Activity. Could you copy every line of the data that contains "fabs"?
((
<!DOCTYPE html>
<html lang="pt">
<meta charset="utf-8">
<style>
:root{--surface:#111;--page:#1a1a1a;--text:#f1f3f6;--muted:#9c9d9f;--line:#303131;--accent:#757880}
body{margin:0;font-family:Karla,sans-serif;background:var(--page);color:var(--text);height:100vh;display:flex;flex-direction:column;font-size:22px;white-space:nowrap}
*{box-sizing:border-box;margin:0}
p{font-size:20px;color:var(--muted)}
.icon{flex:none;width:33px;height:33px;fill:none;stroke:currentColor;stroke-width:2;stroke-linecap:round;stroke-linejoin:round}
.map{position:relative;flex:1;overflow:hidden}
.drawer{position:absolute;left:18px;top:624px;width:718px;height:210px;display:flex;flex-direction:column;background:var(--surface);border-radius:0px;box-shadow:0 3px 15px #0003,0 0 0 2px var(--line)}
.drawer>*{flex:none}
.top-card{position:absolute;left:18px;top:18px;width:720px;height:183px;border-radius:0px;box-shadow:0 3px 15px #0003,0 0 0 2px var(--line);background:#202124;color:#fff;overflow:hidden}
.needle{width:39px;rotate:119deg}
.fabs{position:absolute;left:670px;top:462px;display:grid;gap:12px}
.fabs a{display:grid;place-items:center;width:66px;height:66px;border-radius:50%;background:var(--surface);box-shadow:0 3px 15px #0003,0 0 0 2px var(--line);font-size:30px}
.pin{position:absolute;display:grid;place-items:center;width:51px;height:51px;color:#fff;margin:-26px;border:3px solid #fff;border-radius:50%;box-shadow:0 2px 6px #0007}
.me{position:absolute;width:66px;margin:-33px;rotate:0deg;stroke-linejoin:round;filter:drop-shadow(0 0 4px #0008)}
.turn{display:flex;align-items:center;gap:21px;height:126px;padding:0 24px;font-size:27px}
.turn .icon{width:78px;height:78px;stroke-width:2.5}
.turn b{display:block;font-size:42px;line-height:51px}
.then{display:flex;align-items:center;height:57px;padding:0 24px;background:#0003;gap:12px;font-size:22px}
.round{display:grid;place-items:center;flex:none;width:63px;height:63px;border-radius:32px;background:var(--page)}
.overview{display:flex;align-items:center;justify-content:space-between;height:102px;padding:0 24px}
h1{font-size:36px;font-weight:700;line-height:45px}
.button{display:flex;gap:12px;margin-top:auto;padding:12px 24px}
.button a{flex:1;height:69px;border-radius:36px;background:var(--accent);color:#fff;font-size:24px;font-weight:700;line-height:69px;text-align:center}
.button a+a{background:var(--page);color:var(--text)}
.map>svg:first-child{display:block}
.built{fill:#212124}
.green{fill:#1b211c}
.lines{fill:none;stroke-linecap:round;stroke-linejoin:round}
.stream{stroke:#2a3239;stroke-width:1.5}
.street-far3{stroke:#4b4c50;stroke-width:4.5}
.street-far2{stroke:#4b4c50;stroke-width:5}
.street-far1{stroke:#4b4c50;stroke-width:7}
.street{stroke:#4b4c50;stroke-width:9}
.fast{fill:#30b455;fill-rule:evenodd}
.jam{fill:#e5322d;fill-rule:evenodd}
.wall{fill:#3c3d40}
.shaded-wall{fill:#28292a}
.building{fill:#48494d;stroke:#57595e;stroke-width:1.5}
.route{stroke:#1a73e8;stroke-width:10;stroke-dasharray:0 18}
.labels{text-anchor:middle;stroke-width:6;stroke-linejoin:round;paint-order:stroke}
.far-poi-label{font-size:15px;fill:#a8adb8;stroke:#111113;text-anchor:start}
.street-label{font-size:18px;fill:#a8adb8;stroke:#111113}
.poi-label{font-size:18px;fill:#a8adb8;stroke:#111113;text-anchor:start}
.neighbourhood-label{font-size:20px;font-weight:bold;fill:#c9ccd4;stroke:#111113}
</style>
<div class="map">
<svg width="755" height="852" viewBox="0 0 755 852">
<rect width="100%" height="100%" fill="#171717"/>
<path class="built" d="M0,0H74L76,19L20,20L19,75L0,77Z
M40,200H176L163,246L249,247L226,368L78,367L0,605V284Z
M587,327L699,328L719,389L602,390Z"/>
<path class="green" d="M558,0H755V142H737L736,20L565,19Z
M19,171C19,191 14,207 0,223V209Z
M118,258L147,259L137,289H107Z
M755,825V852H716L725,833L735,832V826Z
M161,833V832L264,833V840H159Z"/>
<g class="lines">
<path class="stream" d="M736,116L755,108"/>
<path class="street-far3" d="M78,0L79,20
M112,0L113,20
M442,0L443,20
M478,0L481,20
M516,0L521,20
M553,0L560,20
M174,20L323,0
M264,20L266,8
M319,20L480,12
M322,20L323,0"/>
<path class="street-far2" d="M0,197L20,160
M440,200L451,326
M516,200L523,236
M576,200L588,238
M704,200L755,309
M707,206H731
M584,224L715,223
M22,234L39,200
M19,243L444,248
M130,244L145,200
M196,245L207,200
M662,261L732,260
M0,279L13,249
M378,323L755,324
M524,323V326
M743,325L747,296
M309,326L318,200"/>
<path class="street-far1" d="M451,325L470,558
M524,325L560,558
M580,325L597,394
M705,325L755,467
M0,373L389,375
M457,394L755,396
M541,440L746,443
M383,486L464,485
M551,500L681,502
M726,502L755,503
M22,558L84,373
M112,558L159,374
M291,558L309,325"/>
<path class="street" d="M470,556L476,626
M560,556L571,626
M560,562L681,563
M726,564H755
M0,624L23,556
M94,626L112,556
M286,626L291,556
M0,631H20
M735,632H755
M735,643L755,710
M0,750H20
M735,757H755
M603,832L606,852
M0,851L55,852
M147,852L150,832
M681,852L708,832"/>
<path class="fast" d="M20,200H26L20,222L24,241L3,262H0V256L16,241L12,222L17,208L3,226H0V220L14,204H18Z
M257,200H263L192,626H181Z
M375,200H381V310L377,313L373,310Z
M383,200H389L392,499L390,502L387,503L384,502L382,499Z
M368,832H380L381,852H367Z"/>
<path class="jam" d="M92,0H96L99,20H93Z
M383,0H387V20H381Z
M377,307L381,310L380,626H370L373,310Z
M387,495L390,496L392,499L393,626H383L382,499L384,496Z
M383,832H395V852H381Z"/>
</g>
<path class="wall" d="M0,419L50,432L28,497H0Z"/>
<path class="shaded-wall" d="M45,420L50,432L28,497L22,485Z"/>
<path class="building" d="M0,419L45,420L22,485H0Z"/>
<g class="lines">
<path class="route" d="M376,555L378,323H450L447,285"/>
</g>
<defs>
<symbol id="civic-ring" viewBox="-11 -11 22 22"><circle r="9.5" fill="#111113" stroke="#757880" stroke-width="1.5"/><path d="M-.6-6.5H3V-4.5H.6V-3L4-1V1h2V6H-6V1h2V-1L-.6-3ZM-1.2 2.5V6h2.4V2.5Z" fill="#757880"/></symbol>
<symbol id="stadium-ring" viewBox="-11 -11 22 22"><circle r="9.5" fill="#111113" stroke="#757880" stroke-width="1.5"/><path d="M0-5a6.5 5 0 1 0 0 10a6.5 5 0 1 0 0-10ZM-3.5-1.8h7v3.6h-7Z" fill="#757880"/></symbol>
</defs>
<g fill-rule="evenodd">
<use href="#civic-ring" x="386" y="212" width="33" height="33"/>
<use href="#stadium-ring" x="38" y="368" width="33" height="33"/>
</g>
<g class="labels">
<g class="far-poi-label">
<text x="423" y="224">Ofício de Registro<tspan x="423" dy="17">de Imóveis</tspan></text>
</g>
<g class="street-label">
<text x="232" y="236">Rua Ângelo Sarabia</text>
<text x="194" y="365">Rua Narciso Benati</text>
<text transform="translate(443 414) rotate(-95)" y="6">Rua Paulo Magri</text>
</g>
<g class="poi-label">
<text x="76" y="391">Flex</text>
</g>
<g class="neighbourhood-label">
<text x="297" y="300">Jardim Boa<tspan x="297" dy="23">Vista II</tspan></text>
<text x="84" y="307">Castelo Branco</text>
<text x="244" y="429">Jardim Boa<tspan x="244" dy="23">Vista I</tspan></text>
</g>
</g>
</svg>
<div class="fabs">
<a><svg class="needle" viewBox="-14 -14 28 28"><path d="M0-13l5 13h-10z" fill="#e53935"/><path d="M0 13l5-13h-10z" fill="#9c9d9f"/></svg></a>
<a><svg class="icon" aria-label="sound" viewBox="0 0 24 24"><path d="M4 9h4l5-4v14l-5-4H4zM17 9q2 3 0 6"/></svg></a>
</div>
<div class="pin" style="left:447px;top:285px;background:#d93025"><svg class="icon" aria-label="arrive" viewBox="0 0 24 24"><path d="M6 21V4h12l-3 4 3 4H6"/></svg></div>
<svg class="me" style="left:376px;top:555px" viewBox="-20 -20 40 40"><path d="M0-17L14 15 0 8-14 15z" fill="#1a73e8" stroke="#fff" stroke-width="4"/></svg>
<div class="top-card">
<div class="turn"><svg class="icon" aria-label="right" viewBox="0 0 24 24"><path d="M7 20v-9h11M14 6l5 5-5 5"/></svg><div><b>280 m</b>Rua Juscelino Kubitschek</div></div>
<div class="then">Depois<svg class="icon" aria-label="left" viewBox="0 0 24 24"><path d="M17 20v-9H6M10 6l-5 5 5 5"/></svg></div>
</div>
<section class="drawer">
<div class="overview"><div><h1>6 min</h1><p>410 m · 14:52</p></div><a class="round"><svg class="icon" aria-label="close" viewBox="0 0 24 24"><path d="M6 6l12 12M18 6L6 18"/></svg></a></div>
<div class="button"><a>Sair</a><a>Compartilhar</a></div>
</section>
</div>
))
Task answer.
.fabs{position:absolute;left:670px;top:462px;display:grid;gap:12px}
.fabs a{display:grid;place-items:center;width:66px;height:66px;border-radius:50%;background:var(--surface);box-shadow:0 3px 15px #0003,0 0 0 2px var(--line);font-size:30px}
<div class="fabs">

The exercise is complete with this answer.